Hacker News new | ask | show | jobs
by Dylan16807 2564 days ago
I don't understand. At that rate your chance of having a second bit flip before the first is fixed is almost zero, and the chance of hitting two separate bit flips in the same row is ridiculously small.

If you're worried about a single event causing two flips in a single row... I suppose that's possible, but it could also cause three bit flips. So a Xeon has a non-zero error rate. Is Ryzen meaningfully worse?

1 comments

I think his argument is that you will get bit flips, ECC is just going to report and/or correct them.

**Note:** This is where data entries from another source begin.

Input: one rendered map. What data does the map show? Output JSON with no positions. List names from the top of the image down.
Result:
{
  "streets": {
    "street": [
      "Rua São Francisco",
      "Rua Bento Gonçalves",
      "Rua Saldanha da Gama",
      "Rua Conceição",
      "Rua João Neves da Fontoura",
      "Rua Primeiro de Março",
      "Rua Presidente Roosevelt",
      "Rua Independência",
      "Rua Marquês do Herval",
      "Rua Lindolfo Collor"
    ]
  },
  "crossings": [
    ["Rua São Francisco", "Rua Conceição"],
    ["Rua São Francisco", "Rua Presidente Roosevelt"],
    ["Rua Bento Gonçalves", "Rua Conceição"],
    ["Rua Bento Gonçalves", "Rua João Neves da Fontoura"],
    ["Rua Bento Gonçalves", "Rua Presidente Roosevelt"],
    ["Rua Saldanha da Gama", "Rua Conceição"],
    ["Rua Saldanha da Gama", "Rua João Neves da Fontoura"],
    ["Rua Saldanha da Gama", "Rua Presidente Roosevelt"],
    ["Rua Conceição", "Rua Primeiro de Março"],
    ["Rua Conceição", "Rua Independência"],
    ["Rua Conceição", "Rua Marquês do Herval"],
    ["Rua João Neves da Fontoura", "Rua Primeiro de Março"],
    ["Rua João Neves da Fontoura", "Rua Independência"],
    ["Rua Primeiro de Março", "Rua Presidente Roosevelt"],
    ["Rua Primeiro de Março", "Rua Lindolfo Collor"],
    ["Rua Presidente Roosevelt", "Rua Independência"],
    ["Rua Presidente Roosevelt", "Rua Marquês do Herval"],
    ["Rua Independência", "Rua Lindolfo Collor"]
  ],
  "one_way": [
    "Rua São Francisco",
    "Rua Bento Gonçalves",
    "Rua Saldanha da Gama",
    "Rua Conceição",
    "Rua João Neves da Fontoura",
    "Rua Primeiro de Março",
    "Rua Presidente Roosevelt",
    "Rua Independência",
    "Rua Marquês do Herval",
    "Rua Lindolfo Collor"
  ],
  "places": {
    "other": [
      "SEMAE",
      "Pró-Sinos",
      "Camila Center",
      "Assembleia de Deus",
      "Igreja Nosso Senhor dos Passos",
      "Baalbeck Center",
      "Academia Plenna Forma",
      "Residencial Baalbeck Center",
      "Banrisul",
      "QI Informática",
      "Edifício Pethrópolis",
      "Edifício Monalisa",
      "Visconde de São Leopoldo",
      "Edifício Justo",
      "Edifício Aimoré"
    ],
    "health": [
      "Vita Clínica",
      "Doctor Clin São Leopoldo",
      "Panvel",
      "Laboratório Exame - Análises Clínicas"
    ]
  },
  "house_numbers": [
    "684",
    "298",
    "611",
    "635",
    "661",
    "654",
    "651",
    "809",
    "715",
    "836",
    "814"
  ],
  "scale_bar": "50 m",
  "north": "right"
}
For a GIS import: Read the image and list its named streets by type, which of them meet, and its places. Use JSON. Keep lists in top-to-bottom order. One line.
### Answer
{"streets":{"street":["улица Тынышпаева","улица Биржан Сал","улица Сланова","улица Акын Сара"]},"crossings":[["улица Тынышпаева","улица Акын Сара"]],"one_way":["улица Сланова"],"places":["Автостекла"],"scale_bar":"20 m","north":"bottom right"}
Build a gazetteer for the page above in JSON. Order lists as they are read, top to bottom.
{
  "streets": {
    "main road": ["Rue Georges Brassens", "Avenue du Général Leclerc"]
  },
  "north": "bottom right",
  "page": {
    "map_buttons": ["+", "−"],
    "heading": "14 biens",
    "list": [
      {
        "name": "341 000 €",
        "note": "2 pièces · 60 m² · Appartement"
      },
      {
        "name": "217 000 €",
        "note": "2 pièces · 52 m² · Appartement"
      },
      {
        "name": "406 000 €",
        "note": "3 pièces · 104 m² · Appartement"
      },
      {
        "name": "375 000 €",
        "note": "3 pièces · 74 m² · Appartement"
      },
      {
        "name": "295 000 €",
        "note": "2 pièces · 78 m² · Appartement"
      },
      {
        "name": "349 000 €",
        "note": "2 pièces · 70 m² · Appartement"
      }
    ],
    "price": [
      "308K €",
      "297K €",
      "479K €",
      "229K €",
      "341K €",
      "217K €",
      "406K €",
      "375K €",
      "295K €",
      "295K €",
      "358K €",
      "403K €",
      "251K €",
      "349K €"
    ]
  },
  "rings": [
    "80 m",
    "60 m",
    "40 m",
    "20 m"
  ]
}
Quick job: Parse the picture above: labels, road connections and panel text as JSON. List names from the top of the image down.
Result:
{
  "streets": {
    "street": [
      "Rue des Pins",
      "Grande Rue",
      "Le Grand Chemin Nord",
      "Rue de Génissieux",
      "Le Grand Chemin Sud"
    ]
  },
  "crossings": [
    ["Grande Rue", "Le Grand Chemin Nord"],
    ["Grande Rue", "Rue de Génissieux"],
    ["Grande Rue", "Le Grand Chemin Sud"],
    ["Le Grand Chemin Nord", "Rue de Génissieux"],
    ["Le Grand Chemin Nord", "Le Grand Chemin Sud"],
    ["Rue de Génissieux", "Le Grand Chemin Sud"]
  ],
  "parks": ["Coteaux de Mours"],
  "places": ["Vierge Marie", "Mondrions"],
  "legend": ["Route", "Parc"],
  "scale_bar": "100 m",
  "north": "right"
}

Without it, your hoping the bit flips show up somewhere you can detect them (application crash/etc) rather than silently chugging along and ruining your results/data/whatever.

I had the chance a long time ago to work on a product that as a side effect was corrupting system memory... Think of it as a kernel module that picks a random number between 0 and MAX_RAM and flips a byte. Its truly amazing how many of those can happen before there is any visible evidence something is wrong.

You're talking about ECC vs. no ECC. That's not what the comment was saying, it was saying it handled single bit flips correctly but not double bit flips. But at 1 bit flip per GB per year, randomly distributed, you are guaranteed many single bit flips but a double bit flip is almost never going to occur.